Meine sehr geehrte Damen und Herren, sehr geehrte Diverse,

zumindest die Domtreppe wird auf unseren Antrag hin saniert. Und zwei weitere Anträge wurden in die Projektgruppe Verkehrsentwicklungsplan überwiesen, sind somit also noch nicht vom Tisch. Dies betrifft den Lückenschluss des Gehweges in Zirkenbach und das wichtige Thema Parken für Fahrräder. Wir Freien Demokraten wünschen uns Abstellmöglichkeiten für Fahrräder, die ähnlich einem Parkhaus für Pkws, eine sicher Möglichkeit zum Abstellen bieten. Wenn wir uns mehr Radverkehr in der Stadt wünschen, und da dürften sich alle Fraktionen einig sein, dann brauchen wir die Möglichkeit zum sicheren Abstellen der Räder, gerade der teuren e-bikes. Wir werden uns jedenfalls dafür weiter nachdrücklich einsetzen.
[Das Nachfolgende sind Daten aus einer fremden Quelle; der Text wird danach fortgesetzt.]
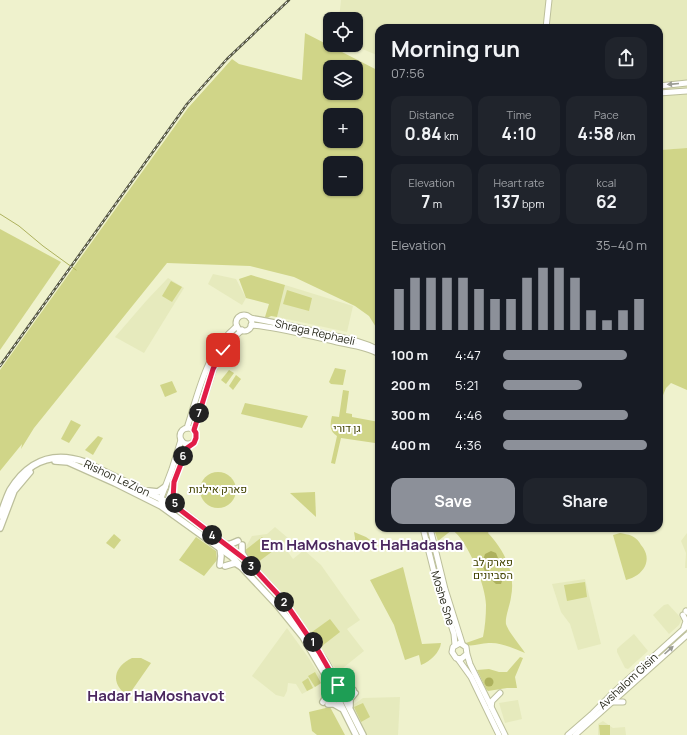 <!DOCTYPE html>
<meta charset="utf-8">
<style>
body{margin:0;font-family:Manrope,Heebo,sans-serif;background:#20242c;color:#f1f3f6;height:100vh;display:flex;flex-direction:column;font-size:15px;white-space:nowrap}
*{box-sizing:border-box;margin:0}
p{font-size:13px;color:#9ea1a6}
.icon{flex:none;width:22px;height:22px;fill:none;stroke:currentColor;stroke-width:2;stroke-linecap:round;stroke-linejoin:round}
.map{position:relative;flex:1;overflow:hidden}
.details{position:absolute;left:375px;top:24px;width:288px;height:508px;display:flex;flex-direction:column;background:#171b24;border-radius:12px;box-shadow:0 1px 3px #0004}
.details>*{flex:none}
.fabs{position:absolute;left:323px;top:12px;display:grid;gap:8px}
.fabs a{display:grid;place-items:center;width:40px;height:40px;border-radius:8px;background:#171b24;box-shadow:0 1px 3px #0004;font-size:20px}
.pin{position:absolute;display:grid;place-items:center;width:34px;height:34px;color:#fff;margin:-17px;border-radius:8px;box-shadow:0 2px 6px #0006}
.km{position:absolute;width:20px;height:20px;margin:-10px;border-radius:50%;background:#222;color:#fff;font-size:11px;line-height:20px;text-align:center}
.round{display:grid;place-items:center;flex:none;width:42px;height:42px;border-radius:12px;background:#20242c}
.overview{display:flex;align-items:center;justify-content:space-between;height:68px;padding:0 16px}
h1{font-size:22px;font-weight:700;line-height:30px}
.figures{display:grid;grid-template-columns:repeat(3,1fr);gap:6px;height:68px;padding:4px 16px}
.figures div{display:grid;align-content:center;border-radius:10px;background:#20242c;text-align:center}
.figures b{font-size:17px;font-weight:700}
.figures small{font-size:11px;font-weight:400}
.figures p{font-size:11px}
.chart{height:112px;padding:8px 16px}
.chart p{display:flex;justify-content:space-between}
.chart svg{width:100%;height:72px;margin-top:4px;stroke:#8c9099;stroke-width:6}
.button{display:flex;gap:8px;margin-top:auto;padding:8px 16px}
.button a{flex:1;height:46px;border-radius:12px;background:#8c9099;color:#fff;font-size:16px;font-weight:700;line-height:46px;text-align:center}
.button a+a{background:#20242c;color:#f1f3f6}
ul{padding:0 16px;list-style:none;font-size:13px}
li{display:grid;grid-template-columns:64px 48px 1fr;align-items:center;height:30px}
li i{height:10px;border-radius:5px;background:#8c9099}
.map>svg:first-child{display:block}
</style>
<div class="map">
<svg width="687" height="735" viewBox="0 0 687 735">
<rect width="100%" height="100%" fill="#eff2cd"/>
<g fill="#e6eabd">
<polygon points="341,0 687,0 687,148 660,150 659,155 659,28 379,28 379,56 353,45 356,45 356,19 339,19"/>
<polygon points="213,274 236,279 246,298 242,305 208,284"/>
<polygon points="168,278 184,288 144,353 115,337 147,300"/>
<polygon points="285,285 353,306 347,332 277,317"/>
<polygon points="275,527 288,538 280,547 283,545 293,559 304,550 321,565 360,620 347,629 364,651 338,672 281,593 243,552 252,536 267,534"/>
<polygon points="687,533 687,568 685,568 686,553 681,541"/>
<polygon points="585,579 601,644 578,650 570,624 561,612 552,584"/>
<polygon points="668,604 681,618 681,621 679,625 669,634 653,615 664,605"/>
<polygon points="287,628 308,657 324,682 302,694 296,684 288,683 287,691 284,697 276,695 252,676"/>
<polygon points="634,634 648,651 628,669 625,668 617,652 617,649 620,646"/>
<polygon points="400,697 398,735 365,735 352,706 363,698"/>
<polygon points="518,700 522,719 505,723 499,703"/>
<polygon points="603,721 613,728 625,727 626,735 598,735 598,724"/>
</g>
<g fill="#d0d588" fill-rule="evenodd">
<path d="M305,33L379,71V332L369,316L355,306L294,277L250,266L167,263L34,428L21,449L22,444L0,471V370L188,108L232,59L239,64L302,80ZM330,67H356V93H330ZM330,115H356V141H330ZM330,163H356V189H330Z"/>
<polygon points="687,148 687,390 671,383 666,388 659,405 659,155 660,154 660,150"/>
<polygon points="0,229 61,262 0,350"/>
<polygon points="251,275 285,285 277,317 271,316 267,318 265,317 269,304 246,298 239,279"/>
<polygon points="171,281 182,287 172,302 162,296"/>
<polygon points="287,290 312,298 309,311 283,304"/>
<polygon points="335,368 346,370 343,385 331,384 329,382"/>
<polygon points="229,370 234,373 226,384 221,380"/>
<polygon points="236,375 241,379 233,390 229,386"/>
<polygon points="172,381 177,392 165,397 160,385"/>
<path d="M343,390L349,391L346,413L352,414V417L379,422V442L375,445V443L341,438L335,464L331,463L337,436C329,431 330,424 332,416L339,417Z"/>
<polygon points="245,403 308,416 302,428 241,414"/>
<polygon points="71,420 81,425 69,443 61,439"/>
<polygon points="98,436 103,438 93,455 85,450"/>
<circle cx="218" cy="490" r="18"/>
<polygon points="315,492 316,517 290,493"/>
<path d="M445,528H491L488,533C504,550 516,573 511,597C510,605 505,617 506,624C509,633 520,645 525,653C514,649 503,643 491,643C480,642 474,648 463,644L483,637C485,627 486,616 486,605C486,587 468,540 452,530L438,541L435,532Z"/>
<path d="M354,532L366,537L377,545C368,547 362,550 354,550L355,538Z"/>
<path d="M620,533C624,534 628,534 632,536C636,538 639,541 641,545C654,560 643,576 626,580L613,535Z"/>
<polygon points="114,534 121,540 114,549 106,543"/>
<polygon points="196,537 216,551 217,560 204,576 179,560"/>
<polygon points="262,537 273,551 254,565 244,551"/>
<path d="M403,567L422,644L441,643C440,652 430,662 421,665L419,655L405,660L394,625L370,580Z"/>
<polygon points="585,582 587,597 567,601 564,585"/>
<polygon points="330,619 340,632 322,646 312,632"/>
<polygon points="520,657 523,658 515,677 517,688 507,688 488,691 486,689 477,670 489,669 499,672 507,672"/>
<path d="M132,658H141L151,663L128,696C110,684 113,667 132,658Z"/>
<polygon points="315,672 321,683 315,687 308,676"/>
<polygon points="308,678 313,688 307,691 302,682"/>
<polygon points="363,703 370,717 361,722 354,707"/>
<polygon points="330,707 345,735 317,735 312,731 309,712"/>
<polygon points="599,725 610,725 610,735 600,735"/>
</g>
<g fill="#adb15d">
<path d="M491,551L496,553L498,558L495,562L489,566V571L491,573C496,574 501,572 503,578L501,584H496C486,575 480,568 485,554Z"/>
<circle cx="489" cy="682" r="4.5"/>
</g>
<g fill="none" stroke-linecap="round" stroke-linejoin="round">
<polyline stroke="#adb15d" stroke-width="1" points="0,214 19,226 43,246 76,270"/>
<g stroke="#bcbf9b" stroke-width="7">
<g id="tertiary">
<polyline points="546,28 549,0"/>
<polyline points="659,86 687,83"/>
<polyline points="659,93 687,91"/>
<circle cx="244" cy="323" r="8"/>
<path d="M250,318C275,322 300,328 326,334C344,338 362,341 379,350"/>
<path d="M251,325C280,327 309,336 337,342C351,345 368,347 379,354"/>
<circle cx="188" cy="436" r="8"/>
<path d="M187,428C199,391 206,352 237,326"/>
<polyline points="194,430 216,362 230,341 242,330"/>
<polyline points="161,503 161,498 172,469 181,440"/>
<polyline points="163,504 167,502 187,448 192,444"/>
<polyline points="423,528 434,572 454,634 455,645"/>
<polyline points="430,528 445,589 462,643"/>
<polyline points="686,611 687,612"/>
<polyline points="683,615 686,621 684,627"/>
<polyline points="467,654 461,659 456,658 452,652 453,647 460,643 466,647 467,654 470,664 505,735"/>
<polyline points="458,659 471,677 499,735"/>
<polyline points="612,702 623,702"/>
<polyline points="491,707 492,701 500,693"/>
<polyline points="568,735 591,715 614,692 687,626"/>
<polyline points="575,735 687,635"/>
</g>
</g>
<g stroke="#bcbf9b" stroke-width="8">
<g id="secondary">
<polyline points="55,461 68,462 115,483 161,506 232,557 277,605 303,637 330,683 356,735"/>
<polyline points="173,482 173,499 178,507"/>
<polyline points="149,491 158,492 165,487"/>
<path d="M0,516C3,508 6,498 10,490C28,461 53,451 85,462L167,502L179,509L246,560L284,601L327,664L363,735"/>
<polyline points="0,528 14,491 30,472"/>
<polyline points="226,545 231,544 238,541"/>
<polyline points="242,545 242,553 245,558"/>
<polyline points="220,547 221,556 220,565"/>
<polyline points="225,566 235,563 240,566"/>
<polyline points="338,685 353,690"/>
<polyline points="323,702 329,693 330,686"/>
<polyline points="328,704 334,704 341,708"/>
<polyline points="350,706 350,699 355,693"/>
</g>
</g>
<use href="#tertiary" stroke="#fff" stroke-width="5"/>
<use href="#secondary" stroke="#fff" stroke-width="5.5"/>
<g stroke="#565844" stroke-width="2.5">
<polyline id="rail" points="0,366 187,104 227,59 289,0"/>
</g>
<use href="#rail" stroke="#fff" stroke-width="1" stroke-dasharray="3" stroke-linecap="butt"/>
</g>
<defs><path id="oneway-solid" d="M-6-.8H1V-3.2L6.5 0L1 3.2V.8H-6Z"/></defs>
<g fill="#9a9b94">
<use href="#oneway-solid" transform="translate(673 84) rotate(175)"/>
<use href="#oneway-solid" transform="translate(669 650) rotate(-42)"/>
</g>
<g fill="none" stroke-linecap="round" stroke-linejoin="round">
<g stroke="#fff" stroke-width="8">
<polyline id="route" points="223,350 213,369 194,430 196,433 196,438 194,443 187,448 174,482 173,499 179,509 246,560 284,601 319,652 338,685"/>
</g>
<use href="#route" stroke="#e11d48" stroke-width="5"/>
</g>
<g text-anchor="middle" stroke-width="4" stroke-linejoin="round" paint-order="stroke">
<g font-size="11" fill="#1f2012" stroke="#fff">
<text transform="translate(315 332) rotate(13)" y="4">Shraga Rephaeli</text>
<text transform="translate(117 478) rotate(25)" y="4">Rishon LeZion</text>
<text transform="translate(443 598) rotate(73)" y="4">Moshe Sne</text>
<text transform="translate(628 681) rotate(-43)" y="4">Avshalom Gisin</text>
</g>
<g font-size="11" fill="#424300" stroke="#fff">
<text x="347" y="432">גן דורי</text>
<text x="218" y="493">פארק אילנות</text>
<text x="493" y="566">פארק לב<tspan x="493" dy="13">הסביונים</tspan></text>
</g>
<g font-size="15" font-weight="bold" fill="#4b275e" stroke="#fff">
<text x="362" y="550">Em HaMoshavot HaHadasha</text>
<text x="156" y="701">Hadar HaMoshavot</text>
</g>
</g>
</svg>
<div class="fabs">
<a><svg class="icon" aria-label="locate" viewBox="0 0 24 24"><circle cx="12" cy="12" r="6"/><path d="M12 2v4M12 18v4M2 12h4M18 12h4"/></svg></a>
<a><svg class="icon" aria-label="layers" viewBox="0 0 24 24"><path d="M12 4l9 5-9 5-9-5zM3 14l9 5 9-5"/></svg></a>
<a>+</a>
<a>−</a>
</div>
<div class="pin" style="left:338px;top:685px;background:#1e9e55"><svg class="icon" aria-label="arrive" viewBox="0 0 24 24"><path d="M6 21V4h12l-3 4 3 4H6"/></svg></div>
<div class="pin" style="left:223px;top:350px;background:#d93025"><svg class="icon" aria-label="check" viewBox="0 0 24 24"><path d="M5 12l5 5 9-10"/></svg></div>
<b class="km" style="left:313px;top:642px">1</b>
<b class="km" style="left:284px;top:602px">2</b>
<b class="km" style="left:251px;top:566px">3</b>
<b class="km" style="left:212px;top:535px">4</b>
<b class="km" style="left:175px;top:503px">5</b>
<b class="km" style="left:183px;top:456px">6</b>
<b class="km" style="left:199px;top:413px">7</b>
<section class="details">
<div class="overview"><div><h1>Morning run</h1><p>07:56</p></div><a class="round"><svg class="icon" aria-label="share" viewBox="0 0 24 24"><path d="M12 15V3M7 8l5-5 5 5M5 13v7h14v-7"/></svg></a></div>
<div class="figures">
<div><p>Distance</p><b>0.84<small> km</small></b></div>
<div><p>Time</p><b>4:10</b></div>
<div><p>Pace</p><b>4:58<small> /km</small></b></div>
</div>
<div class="figures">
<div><p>Elevation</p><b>7<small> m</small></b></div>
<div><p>Heart rate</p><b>137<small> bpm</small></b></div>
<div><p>kcal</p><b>62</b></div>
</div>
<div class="chart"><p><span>Elevation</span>35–40 m</p>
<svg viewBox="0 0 160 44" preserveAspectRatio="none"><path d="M5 44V19M15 44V12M25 44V12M35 44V12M45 44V12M55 44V19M65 44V25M75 44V25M85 44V12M95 44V6M105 44V6M115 44V12M125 44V32M135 44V38M145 44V32M155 44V25"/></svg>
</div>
<ul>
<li><b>100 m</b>4:47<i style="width:86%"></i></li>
<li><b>200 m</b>5:21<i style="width:55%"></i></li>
<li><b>300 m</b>4:46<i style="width:87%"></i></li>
<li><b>400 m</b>4:36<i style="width:100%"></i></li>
</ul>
<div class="button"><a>Save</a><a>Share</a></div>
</section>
</div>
Trotz der Rekordeinnahmen bleiben die Ansätze für 2018 verhalten, die Ausgaben hoch und ein klares Ziel nicht deutlich genug zu erkennen. Eine deutlichere Reduzierung der Gesamtverschuldung Fehlanzeige. Und von all den vielen Millionen bleibt am Ende ein Überschuss von 2.302.150 Euro.
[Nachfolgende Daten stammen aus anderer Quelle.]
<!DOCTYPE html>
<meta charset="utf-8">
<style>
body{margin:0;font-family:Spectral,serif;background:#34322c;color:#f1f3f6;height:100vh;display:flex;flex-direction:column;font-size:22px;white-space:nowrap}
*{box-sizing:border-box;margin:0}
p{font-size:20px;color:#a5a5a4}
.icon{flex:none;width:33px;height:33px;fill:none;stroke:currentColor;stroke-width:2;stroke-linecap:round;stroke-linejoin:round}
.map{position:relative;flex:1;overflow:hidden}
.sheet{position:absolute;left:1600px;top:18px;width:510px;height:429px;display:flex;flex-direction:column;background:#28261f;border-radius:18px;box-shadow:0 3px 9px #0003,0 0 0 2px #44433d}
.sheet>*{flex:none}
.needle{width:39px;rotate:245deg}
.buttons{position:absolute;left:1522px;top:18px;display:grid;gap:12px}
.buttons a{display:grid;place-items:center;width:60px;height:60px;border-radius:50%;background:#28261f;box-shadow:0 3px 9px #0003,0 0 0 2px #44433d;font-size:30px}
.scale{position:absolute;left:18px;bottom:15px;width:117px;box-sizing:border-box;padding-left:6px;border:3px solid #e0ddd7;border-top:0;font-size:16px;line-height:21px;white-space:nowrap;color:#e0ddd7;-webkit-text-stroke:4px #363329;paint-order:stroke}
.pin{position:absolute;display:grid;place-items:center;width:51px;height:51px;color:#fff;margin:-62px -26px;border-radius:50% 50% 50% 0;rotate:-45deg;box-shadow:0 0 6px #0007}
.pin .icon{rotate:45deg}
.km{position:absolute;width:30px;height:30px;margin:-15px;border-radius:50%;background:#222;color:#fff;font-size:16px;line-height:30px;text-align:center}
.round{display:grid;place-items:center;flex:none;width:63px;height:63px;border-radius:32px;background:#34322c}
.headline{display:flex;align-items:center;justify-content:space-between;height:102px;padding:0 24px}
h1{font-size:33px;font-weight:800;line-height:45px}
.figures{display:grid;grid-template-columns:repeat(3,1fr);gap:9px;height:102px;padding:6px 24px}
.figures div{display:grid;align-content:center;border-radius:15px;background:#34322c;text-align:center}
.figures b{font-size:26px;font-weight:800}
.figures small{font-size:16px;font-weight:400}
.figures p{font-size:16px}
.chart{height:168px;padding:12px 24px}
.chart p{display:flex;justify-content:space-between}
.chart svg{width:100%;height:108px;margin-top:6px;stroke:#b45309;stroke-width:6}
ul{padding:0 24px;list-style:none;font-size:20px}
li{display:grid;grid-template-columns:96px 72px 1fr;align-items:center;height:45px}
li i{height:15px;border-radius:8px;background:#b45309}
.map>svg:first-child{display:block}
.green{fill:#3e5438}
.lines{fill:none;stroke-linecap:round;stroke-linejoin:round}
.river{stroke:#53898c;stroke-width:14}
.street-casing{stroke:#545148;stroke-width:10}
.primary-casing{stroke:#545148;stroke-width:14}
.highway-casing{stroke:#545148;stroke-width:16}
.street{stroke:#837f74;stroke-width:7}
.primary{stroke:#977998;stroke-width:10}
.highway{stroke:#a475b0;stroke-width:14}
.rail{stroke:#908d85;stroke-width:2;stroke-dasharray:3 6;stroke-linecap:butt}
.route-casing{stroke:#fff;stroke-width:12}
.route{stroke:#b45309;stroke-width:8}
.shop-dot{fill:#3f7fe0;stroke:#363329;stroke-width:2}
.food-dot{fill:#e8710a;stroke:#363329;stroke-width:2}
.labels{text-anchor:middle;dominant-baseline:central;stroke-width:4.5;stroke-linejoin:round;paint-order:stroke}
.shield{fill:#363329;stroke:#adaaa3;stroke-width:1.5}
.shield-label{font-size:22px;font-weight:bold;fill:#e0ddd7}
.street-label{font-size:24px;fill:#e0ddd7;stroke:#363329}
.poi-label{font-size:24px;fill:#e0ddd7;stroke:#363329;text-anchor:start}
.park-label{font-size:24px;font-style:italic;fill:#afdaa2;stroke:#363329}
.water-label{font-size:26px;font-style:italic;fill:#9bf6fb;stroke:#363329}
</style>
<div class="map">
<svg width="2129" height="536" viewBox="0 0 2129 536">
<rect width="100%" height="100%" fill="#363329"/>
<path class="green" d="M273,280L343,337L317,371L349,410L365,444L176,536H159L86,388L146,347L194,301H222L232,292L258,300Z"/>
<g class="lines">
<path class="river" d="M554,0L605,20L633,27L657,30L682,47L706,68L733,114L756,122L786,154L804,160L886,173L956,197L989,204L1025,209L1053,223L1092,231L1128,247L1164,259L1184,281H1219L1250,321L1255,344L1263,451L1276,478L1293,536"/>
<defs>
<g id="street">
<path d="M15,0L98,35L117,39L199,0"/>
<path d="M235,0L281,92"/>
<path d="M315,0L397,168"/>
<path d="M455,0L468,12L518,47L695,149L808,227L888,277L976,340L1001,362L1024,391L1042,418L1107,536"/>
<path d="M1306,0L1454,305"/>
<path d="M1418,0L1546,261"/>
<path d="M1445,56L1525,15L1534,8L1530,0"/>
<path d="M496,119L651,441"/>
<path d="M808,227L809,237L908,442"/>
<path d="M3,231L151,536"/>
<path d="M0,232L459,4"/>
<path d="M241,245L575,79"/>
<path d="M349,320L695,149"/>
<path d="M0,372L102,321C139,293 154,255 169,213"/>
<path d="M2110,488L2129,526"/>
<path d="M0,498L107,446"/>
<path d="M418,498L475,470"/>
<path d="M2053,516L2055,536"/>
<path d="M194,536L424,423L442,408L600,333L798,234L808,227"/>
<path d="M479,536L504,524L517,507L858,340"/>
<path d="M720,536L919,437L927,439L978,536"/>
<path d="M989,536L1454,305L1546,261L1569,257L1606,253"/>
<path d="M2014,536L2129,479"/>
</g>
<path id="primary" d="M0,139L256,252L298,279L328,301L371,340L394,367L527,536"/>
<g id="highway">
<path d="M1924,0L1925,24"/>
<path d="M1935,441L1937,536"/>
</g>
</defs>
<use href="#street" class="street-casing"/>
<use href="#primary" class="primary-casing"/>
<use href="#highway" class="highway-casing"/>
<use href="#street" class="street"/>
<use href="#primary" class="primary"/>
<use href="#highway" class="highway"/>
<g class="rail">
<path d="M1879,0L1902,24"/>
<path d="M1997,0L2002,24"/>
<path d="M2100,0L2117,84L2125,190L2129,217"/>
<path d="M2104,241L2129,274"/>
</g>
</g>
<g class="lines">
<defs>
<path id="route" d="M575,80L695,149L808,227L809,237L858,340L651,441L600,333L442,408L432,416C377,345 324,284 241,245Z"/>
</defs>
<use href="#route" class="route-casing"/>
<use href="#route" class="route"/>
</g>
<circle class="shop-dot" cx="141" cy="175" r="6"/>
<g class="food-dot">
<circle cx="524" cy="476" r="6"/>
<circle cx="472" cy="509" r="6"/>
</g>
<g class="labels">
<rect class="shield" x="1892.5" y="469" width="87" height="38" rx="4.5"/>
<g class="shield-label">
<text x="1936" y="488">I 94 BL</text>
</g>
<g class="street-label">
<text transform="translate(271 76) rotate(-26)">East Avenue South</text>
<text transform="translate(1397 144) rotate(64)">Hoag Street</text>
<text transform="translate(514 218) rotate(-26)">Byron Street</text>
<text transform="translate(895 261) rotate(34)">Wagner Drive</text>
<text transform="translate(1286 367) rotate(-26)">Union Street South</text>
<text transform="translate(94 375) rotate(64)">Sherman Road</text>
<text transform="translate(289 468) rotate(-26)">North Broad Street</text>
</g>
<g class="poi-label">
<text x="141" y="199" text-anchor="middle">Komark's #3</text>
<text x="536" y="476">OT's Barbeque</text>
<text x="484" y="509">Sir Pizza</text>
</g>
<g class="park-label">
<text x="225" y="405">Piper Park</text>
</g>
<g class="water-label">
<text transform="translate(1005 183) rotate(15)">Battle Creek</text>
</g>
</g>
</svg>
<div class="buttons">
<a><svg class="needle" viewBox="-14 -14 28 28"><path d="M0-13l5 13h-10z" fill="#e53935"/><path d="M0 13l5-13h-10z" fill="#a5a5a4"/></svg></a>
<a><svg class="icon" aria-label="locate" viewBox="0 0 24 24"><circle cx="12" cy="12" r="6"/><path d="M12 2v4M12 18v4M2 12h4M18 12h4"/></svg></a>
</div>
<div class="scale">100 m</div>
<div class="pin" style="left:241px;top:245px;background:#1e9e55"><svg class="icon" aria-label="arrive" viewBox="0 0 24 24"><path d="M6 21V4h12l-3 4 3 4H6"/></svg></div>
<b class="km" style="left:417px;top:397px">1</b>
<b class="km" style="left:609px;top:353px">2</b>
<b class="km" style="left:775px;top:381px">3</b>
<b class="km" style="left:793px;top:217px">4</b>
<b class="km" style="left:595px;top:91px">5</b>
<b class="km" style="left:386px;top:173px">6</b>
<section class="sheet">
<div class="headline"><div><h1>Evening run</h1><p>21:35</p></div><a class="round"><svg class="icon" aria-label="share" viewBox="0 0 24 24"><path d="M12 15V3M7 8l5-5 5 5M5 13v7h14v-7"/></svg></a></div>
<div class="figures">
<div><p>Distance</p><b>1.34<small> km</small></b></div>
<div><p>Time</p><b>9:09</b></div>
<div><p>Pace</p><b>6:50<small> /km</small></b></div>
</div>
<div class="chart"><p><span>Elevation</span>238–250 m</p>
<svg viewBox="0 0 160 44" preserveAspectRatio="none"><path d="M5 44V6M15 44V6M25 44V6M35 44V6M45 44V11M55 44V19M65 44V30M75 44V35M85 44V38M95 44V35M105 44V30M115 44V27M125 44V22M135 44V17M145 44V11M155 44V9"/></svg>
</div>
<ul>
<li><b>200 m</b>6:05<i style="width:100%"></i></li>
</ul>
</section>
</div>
Das ist deutlich zu wenig. Nach unserer Auffassung nicht hinreichend nachhaltig genug und mit geplanten Millonen-Ausgaben schwach. Selbst wenn die Rückstellungen für die Großveranstaltungen bereits Berücksichtigung gefunden haben.

Wir haben daher den Beschluss gefasst, dem Haushalt 2018 nicht zuzustimmen.

Abschließend danke ich den Mitarbeiterinnen und Mitarbeitern der Stadtverwaltung im Allgemeinen und ganz im Besonderen denjenigen, die uns so manch langen Abend in den Sitzungen begleitet und mit ihrem Sachwissen Rede und Antwort gestanden haben.

Benennen möchte ich namentlich Herrn Herchenhan, Frau Krack sowie Herrn Happ und Herrn Hildebrandt. Alle anderen mögen sich jedoch mit einbezogen fühlen.

Und ganz zum Schluss danke ich noch von Herzen den Mitgliedern meiner Fraktion und unserer Stadträtin dafür, dass sie alle mit viel Engagement, aber auch Freude bei der Sache sind. So macht es Spaß, mit Euch gemeinsam daran zu arbeiten und immer bemüht zu sein, Fulda ein bisschen besser zu machen.

Ich wünsche Ihnen allen ein ruhiges, besinnliches Weihnachtsfest und einen guten Start in ein neues, gesundes und erfolgreiches Jahr 2019.